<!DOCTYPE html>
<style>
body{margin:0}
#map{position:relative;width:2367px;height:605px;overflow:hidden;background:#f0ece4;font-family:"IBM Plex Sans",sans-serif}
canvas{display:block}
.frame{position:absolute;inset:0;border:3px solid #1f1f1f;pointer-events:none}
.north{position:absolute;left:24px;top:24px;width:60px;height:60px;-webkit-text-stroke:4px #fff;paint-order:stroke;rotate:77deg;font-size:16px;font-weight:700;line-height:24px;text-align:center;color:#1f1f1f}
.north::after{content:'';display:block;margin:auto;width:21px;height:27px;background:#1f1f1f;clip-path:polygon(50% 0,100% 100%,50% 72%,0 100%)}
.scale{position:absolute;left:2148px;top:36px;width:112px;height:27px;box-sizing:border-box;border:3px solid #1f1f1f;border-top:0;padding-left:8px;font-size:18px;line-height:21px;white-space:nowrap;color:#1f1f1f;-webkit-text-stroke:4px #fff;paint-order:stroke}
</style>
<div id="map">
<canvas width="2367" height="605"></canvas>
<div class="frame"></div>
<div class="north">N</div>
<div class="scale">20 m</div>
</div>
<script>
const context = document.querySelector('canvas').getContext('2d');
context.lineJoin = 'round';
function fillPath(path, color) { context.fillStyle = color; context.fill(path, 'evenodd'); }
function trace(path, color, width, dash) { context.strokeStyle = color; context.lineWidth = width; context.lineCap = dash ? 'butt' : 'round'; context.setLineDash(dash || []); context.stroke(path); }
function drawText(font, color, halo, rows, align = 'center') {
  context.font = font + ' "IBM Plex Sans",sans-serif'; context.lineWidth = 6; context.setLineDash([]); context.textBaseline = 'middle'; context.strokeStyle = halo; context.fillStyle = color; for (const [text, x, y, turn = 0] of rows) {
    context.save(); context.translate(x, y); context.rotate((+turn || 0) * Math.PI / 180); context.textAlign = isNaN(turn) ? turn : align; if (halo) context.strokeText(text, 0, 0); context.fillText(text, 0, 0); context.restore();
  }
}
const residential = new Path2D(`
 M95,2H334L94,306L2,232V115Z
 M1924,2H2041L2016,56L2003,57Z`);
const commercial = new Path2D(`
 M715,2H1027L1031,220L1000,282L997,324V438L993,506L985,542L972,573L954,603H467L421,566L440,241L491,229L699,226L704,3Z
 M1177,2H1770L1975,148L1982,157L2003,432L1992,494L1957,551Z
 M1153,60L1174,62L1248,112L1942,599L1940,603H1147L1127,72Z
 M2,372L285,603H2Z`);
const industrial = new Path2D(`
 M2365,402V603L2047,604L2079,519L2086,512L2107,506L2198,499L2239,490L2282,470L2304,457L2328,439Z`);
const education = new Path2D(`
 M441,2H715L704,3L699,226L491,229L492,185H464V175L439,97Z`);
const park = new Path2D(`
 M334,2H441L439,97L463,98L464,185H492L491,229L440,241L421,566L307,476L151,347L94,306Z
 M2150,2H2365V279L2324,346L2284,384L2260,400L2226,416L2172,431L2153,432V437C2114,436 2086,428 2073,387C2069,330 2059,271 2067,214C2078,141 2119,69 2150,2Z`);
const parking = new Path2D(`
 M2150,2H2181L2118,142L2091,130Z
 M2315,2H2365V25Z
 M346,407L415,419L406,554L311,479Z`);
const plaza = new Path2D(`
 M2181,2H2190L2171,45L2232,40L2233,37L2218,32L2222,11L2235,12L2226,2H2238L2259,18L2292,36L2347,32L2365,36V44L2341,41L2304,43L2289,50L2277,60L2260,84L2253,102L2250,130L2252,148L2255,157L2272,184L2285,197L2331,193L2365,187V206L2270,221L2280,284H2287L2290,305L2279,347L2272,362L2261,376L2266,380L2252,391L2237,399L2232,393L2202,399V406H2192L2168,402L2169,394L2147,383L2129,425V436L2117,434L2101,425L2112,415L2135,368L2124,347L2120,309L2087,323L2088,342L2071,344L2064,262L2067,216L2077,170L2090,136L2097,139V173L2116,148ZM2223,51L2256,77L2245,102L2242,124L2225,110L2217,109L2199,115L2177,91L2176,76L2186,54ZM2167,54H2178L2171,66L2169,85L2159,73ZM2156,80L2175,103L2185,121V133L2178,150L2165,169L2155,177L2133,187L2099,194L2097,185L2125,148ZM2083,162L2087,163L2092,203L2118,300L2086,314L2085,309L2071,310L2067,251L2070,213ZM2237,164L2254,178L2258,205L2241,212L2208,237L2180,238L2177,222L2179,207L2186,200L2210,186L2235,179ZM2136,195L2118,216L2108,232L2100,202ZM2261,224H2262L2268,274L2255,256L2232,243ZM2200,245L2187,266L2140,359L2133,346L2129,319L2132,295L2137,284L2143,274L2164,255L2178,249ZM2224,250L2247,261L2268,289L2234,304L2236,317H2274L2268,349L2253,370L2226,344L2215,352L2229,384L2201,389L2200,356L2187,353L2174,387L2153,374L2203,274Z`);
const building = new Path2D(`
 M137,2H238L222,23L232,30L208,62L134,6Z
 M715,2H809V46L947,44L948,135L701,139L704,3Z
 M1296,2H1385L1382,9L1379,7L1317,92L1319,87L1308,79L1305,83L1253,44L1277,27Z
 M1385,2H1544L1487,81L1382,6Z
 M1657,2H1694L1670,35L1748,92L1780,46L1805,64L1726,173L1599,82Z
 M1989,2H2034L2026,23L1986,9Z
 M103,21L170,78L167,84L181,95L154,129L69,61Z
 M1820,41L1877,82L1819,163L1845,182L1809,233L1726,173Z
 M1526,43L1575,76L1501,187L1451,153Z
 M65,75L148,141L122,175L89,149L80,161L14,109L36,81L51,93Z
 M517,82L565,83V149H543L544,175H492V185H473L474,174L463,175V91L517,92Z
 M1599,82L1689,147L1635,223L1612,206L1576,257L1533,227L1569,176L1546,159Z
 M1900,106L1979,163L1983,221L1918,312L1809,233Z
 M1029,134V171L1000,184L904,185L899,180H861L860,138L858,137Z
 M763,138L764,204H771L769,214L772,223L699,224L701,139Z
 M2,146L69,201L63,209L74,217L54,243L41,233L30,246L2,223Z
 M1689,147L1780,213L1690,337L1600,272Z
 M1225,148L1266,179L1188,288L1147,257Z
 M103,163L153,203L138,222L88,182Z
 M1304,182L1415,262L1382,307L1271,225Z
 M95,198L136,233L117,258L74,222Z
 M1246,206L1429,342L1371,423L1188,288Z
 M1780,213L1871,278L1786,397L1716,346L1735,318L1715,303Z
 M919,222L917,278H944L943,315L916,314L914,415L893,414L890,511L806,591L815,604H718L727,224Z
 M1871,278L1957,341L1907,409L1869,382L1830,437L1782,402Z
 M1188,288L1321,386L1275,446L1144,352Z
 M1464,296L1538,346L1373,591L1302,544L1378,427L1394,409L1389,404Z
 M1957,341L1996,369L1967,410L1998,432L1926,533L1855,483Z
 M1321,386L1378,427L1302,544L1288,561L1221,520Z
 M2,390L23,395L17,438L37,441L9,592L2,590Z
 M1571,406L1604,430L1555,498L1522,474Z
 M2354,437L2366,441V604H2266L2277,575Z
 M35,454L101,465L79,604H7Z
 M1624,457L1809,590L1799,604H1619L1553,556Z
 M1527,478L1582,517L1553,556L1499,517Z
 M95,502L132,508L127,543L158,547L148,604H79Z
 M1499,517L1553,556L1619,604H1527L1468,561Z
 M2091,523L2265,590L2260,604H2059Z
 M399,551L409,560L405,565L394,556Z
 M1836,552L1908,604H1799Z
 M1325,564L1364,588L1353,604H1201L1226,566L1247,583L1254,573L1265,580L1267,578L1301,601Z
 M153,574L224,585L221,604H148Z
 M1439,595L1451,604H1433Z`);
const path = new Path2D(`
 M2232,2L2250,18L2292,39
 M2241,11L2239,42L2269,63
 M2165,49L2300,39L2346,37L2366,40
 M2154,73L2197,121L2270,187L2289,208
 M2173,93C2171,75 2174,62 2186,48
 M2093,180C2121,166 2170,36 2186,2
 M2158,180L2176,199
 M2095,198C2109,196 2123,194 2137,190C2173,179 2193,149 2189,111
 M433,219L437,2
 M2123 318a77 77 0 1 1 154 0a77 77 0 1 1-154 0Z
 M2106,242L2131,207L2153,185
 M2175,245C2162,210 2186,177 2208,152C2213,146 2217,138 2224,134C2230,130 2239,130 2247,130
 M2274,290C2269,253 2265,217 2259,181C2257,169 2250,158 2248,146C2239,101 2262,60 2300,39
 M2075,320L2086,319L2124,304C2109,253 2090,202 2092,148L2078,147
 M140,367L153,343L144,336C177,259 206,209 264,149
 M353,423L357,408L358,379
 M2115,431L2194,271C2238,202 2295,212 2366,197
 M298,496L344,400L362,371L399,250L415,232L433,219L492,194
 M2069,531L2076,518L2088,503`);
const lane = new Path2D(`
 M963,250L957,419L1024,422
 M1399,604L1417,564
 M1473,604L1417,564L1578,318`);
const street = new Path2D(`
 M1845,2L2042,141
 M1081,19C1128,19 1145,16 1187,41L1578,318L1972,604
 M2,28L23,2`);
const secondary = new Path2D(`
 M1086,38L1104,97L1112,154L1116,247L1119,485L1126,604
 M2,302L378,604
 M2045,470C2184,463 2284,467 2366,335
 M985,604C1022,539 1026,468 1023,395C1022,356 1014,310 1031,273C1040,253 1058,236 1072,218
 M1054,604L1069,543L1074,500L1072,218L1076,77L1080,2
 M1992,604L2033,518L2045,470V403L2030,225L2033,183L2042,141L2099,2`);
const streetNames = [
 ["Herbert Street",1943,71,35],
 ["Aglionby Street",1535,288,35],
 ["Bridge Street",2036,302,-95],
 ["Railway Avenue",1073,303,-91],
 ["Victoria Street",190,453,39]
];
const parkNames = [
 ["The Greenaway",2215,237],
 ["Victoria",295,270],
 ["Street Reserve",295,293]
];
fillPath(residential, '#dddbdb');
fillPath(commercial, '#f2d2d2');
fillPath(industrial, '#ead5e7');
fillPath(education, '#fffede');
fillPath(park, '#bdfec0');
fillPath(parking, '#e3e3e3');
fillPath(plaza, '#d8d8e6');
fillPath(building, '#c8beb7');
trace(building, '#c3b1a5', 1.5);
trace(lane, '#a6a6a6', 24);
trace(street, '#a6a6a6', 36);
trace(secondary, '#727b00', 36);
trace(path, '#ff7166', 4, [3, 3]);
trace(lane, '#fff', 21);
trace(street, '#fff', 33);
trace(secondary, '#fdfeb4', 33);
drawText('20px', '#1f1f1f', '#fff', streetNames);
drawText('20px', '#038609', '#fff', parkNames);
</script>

- _Instructions for the task_
Reply with every line of the listing that has the string "lineWidth".

- _Exercise answer_
function trace(path, color, width, dash) { context.strokeStyle = color; context.lineWidth = width; context.lineCap = dash ? 'butt' : 'round'; context.setLineDash(dash || []); context.stroke(path); }
  context.font = font + ' "IBM Plex Sans",sans-serif'; context.lineWidth = 6; context.setLineDash([]); context.textBaseline = 'middle'; context.strokeStyle = halo; context.fillStyle = color; for (const [text, x, y, turn = 0] of rows) {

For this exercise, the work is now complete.